Just a guess here, but I'm thinking it has something to do with the registers being an internal core component of the CPU that have been there in some form the whole time whereas cache was a little more of an afterthought when CPUs and other processing units stopped being the bottleneck and started to significantly outstrip the performance of (practical/affordable) memory and memory controllers. It used to be that the memory sub-systems had artificial wait states as the processors could not keep up otherwise, rather than processors siting around waiting for responses.

Also, cache is essentially optional, and its configuration (not just sizes, but how it is shared amongst cores and other units, speeds relative to other memory levels, even how many levels there are (and each level can have different properties) how cache rows are arranged and mapped, their size, ..., etc.) can and will vary between otherwise identical looking systems. If you are compiling to optimise for cache use you end up either having to JiT compile, or compile several versions of some routines and include them all so which one is used can be chosen at run-time, or have different versions of the whole compiled output for different systems. All of those things happen at times anyway for other reasons, but presumably the overall pay-off of doing the same for cache variances isn't high enough for it to be worthwhile building into general purpose compilers (though the cases for/against this sort of work in domain specific compilers and other tool chains may be quite different).

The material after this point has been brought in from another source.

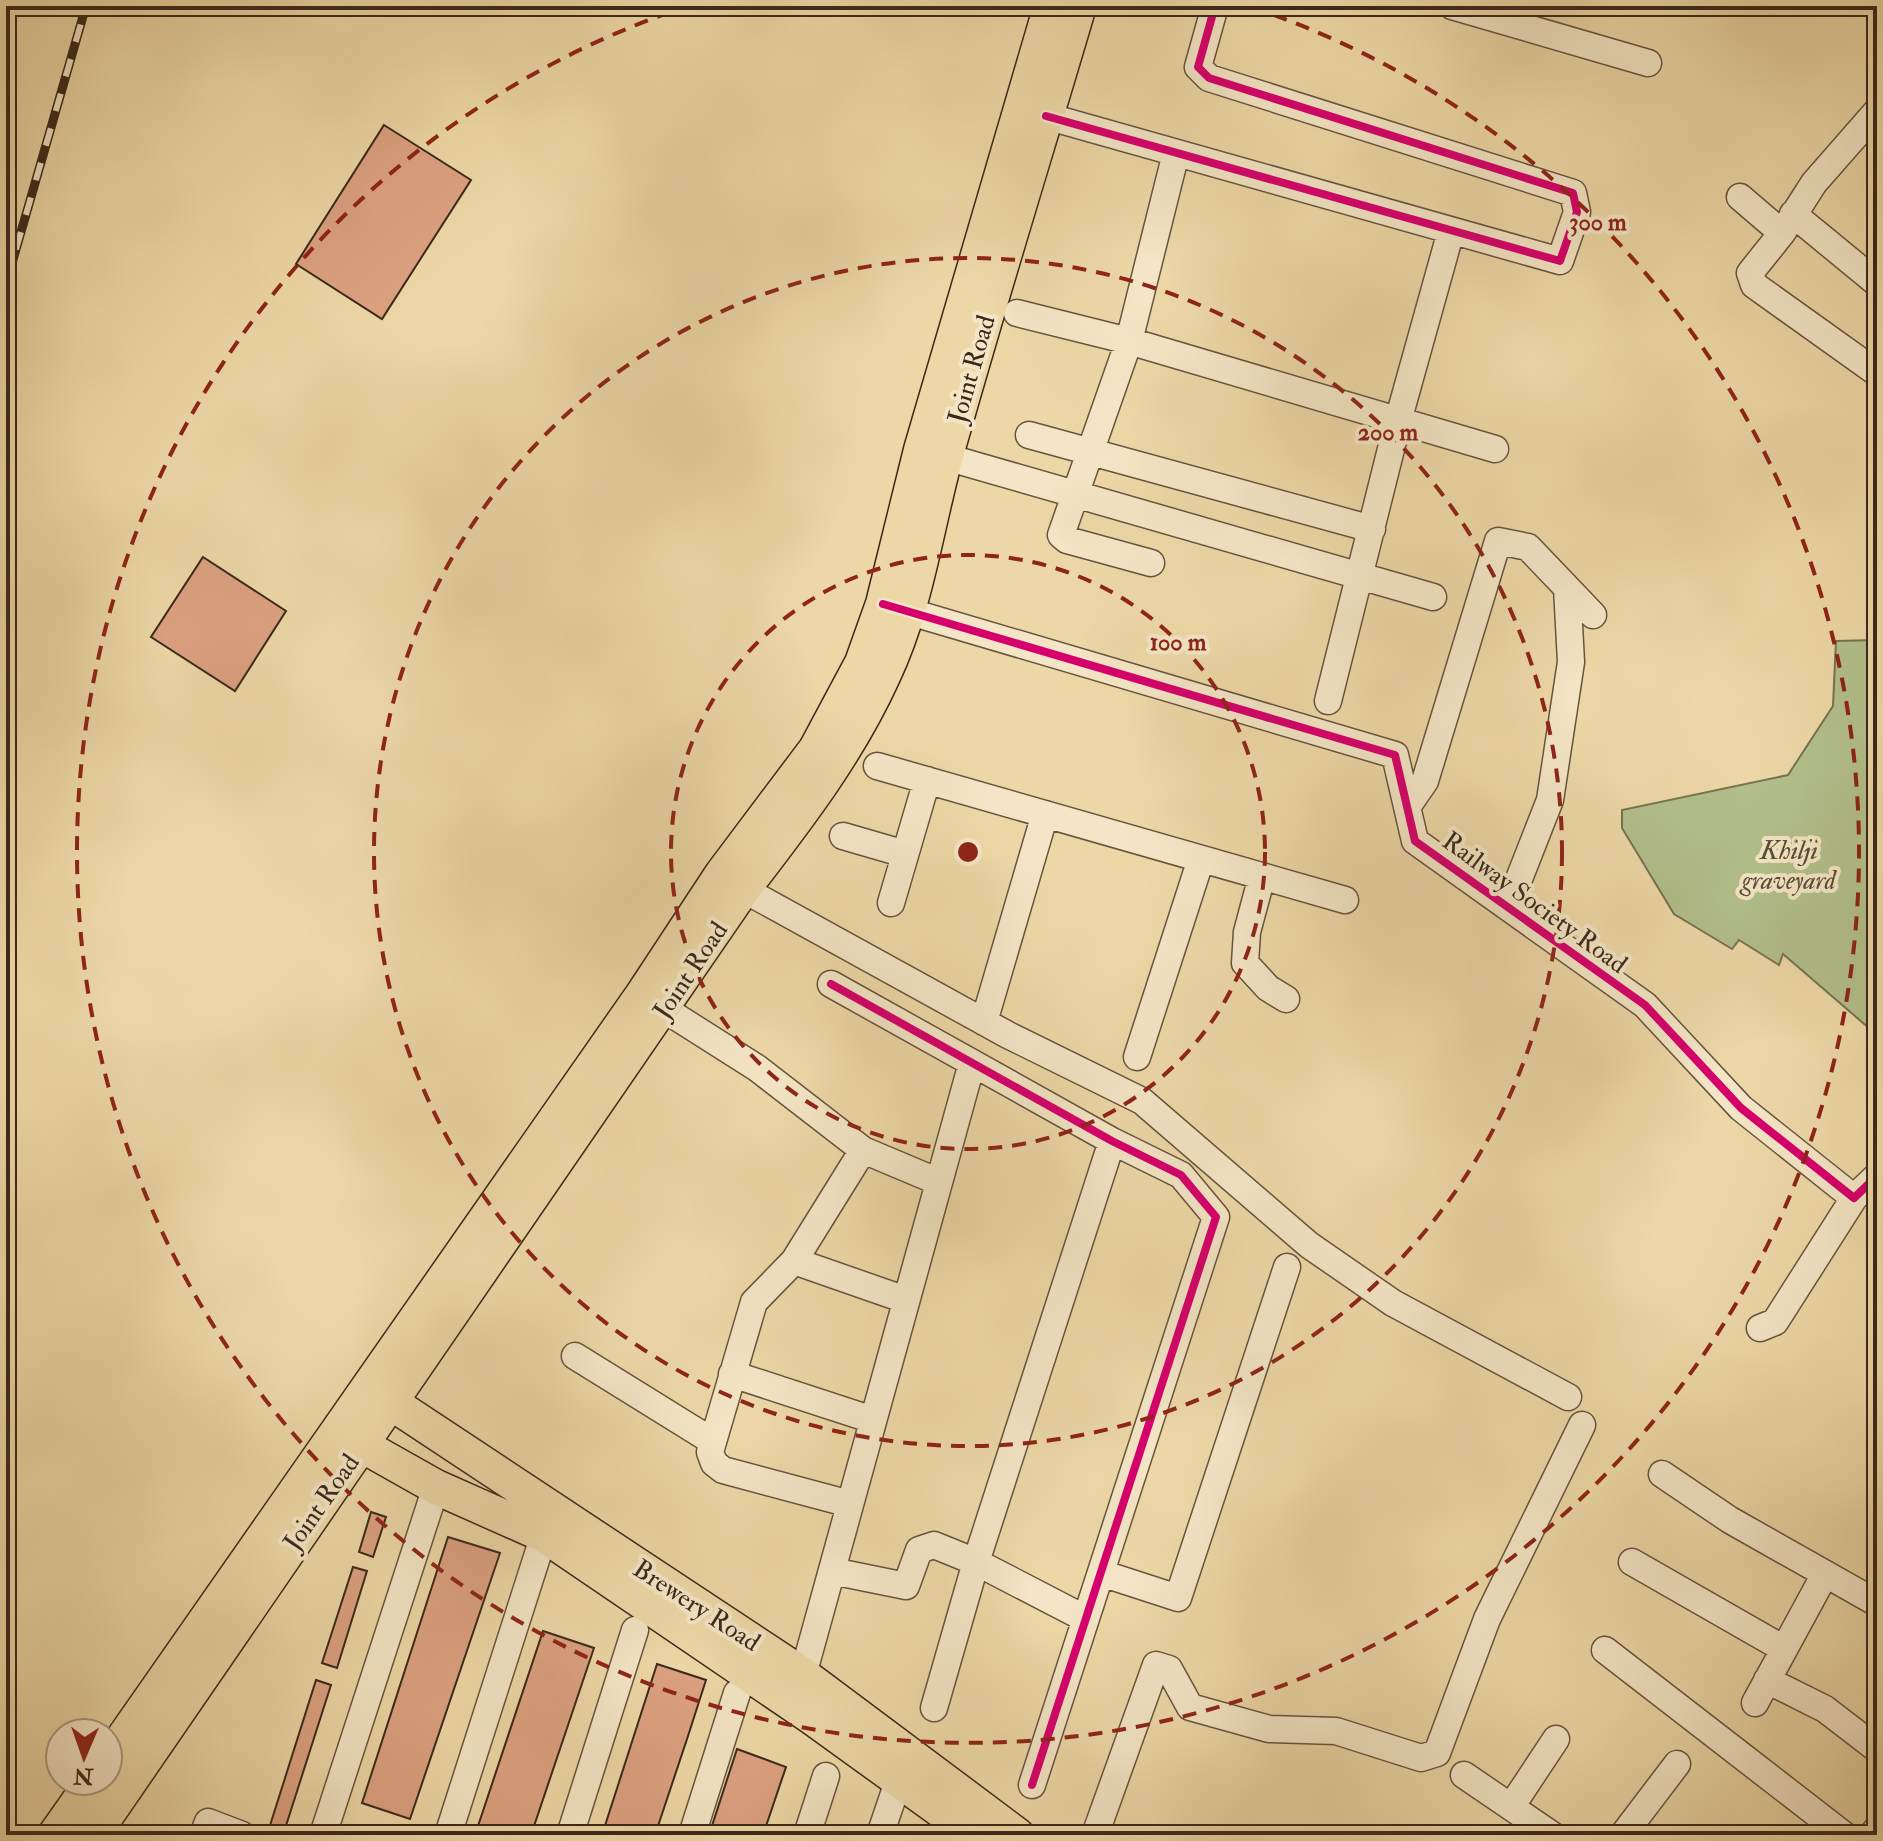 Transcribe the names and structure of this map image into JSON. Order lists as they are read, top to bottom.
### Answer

Some designs argue that we shouldn't need to care about the implementation details of any memory let alone L1/2/3/? cache - just access storage and let the OS & hardware make use of the faster memory levels it has access to as it sees fit to optimise that storage access.

The wonderful thing about caches is that they are invisible to the programmer; the designer can add bigger caches, more levels of caches, different configurations of shared/private/inclusive/exclusive caches... and it Just Works.

However, there are many machines, which instead of using caches, use programmer-visible “scratchpads”. There are many reasons for this, but two big reasons are performance-predictability (real-time systems) or to avoid the hw complexity of cache management.

In general though, scratchpads are hugely painful to program for and terrible for code portability.

What do you mean by 'controlled by hardware'? The registers the compiler chooses for you are an abstraction themselves, one of the first things a CPU does is register renaming. Same for main memory, you are presented mostly an abstraction of main memory, with a ton of layers in-between (load/store buffers, write-combine buffers, coherent caches, etc)

Turning the argument the other way, you as a programmer can control a lot about caches: you can prefetch cache lines, invalidate them and use streaming instructions to bypass them.

What you said makes sense. The question is more from the perspective of the compiler/assembler. At these layers you explicitly say, move this number to this register, or read a number from this address. But you very rarely are able to say, copy this chunk of data into this cache line. Sure there are exceptions (like the GPU), and there are cases where you can hack it to do what you want. But in general you don't get to control the cache in a very specific way.